Problem to solve. The lines from the top of the data down to the line with "M721,529L736,554L713,568L698,544Z" should be repeated exactly, both ends included.

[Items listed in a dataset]
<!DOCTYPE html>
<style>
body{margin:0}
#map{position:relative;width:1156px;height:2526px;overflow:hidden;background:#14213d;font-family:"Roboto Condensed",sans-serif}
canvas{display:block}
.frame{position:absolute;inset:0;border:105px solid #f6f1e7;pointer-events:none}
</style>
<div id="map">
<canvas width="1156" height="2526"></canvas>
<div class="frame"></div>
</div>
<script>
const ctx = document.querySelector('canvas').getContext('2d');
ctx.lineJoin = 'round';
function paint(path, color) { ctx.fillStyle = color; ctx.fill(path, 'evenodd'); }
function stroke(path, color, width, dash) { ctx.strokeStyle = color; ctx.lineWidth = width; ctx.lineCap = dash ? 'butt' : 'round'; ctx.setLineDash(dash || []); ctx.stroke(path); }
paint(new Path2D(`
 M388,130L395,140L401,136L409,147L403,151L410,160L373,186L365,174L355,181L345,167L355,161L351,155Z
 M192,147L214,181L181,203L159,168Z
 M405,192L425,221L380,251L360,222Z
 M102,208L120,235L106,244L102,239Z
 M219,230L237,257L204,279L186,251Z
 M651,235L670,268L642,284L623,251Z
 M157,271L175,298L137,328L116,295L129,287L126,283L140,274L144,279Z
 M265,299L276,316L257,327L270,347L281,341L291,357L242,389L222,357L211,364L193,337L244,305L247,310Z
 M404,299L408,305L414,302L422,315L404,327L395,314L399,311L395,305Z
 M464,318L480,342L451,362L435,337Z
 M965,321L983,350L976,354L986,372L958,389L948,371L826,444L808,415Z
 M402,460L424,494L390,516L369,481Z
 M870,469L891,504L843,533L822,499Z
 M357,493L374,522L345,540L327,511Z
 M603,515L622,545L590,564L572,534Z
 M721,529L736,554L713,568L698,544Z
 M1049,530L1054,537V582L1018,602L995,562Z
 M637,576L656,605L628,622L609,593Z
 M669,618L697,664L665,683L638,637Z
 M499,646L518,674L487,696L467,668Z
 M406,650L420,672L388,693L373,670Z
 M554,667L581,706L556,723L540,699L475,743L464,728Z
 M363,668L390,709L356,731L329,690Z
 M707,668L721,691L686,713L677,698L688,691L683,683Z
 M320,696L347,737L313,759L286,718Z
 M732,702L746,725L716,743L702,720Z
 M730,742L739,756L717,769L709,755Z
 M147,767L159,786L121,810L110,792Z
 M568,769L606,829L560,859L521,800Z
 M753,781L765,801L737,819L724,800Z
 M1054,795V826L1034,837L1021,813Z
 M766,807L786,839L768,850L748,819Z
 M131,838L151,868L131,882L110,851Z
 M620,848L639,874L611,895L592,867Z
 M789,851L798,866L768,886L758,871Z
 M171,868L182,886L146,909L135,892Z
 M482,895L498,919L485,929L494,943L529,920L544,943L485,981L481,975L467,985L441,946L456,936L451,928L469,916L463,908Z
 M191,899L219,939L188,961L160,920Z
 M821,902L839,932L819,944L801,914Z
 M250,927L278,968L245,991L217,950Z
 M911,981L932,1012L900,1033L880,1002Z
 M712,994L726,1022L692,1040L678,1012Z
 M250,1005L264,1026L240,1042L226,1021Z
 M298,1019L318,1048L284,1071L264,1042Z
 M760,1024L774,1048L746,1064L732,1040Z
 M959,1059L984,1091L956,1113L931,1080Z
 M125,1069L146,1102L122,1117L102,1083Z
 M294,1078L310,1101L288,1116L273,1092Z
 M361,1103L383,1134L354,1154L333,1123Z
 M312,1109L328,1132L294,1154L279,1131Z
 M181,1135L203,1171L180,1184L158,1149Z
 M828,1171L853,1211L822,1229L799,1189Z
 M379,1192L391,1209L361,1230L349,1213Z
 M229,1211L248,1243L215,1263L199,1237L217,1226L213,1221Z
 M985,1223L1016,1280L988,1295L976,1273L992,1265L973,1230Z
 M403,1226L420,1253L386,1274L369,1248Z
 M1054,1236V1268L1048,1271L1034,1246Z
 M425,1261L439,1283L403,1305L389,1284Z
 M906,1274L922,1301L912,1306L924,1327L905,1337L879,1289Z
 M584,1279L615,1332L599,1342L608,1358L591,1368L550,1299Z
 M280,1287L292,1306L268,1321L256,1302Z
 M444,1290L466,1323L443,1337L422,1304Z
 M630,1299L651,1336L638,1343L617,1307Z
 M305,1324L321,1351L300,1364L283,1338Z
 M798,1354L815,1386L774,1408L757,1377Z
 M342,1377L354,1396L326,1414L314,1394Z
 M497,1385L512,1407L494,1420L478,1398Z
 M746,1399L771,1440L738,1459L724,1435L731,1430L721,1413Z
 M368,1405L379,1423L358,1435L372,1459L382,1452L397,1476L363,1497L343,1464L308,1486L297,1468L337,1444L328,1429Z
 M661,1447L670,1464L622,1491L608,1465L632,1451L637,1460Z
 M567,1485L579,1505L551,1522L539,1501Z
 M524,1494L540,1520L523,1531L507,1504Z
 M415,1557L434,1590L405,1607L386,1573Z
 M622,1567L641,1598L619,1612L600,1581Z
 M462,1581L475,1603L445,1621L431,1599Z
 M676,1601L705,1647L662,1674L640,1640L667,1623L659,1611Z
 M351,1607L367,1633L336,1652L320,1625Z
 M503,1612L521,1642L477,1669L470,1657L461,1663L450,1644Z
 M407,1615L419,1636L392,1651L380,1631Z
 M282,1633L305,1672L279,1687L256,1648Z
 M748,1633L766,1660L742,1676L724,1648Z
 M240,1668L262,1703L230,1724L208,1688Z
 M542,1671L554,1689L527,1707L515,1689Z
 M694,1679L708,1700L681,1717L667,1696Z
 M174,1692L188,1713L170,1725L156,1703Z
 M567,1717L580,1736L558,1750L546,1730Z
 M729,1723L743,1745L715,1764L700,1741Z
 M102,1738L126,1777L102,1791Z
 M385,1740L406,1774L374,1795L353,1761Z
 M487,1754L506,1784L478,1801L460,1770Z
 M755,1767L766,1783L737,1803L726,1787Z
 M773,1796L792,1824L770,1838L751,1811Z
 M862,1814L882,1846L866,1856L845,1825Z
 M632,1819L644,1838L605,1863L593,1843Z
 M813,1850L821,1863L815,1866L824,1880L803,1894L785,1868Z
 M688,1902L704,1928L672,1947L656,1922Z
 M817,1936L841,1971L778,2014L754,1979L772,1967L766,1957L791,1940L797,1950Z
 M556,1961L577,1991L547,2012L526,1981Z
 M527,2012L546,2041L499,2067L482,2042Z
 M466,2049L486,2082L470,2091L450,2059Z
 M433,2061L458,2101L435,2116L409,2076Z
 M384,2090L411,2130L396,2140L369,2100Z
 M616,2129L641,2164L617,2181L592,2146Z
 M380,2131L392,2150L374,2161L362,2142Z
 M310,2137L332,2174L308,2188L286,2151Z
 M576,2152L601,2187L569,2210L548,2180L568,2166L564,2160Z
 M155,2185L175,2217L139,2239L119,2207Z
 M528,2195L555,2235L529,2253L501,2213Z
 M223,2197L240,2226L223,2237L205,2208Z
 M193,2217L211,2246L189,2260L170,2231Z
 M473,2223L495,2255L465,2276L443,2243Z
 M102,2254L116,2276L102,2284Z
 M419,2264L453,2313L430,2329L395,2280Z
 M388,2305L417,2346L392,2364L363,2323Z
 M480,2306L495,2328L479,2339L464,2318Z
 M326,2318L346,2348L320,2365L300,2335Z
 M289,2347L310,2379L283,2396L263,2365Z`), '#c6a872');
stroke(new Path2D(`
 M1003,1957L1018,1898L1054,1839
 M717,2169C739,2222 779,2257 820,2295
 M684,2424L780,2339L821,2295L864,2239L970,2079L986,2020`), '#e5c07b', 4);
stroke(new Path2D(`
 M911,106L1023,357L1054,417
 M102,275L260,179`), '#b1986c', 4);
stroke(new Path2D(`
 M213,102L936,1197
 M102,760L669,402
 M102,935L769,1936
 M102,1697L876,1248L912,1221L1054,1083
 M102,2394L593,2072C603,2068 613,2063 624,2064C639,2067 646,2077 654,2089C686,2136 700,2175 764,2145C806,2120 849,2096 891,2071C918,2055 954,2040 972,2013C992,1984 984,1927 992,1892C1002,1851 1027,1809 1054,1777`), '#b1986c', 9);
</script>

Exercise answer.
<!DOCTYPE html>
<style>
body{margin:0}
#map{position:relative;width:1156px;height:2526px;overflow:hidden;background:#14213d;font-family:"Roboto Condensed",sans-serif}
canvas{display:block}
.frame{position:absolute;inset:0;border:105px solid #f6f1e7;pointer-events:none}
</style>
<div id="map">
<canvas width="1156" height="2526"></canvas>
<div class="frame"></div>
</div>
<script>
const ctx = document.querySelector('canvas').getContext('2d');
ctx.lineJoin = 'round';
function paint(path, color) { ctx.fillStyle = color; ctx.fill(path, 'evenodd'); }
function stroke(path, color, width, dash) { ctx.strokeStyle = color; ctx.lineWidth = width; ctx.lineCap = dash ? 'butt' : 'round'; ctx.setLineDash(dash || []); ctx.stroke(path); }
paint(new Path2D(`
 M388,130L395,140L401,136L409,147L403,151L410,160L373,186L365,174L355,181L345,167L355,161L351,155Z
 M192,147L214,181L181,203L159,168Z
 M405,192L425,221L380,251L360,222Z
 M102,208L120,235L106,244L102,239Z
 M219,230L237,257L204,279L186,251Z
 M651,235L670,268L642,284L623,251Z
 M157,271L175,298L137,328L116,295L129,287L126,283L140,274L144,279Z
 M265,299L276,316L257,327L270,347L281,341L291,357L242,389L222,357L211,364L193,337L244,305L247,310Z
 M404,299L408,305L414,302L422,315L404,327L395,314L399,311L395,305Z
 M464,318L480,342L451,362L435,337Z
 M965,321L983,350L976,354L986,372L958,389L948,371L826,444L808,415Z
 M402,460L424,494L390,516L369,481Z
 M870,469L891,504L843,533L822,499Z
 M357,493L374,522L345,540L327,511Z
 M603,515L622,545L590,564L572,534Z
 M721,529L736,554L713,568L698,544Z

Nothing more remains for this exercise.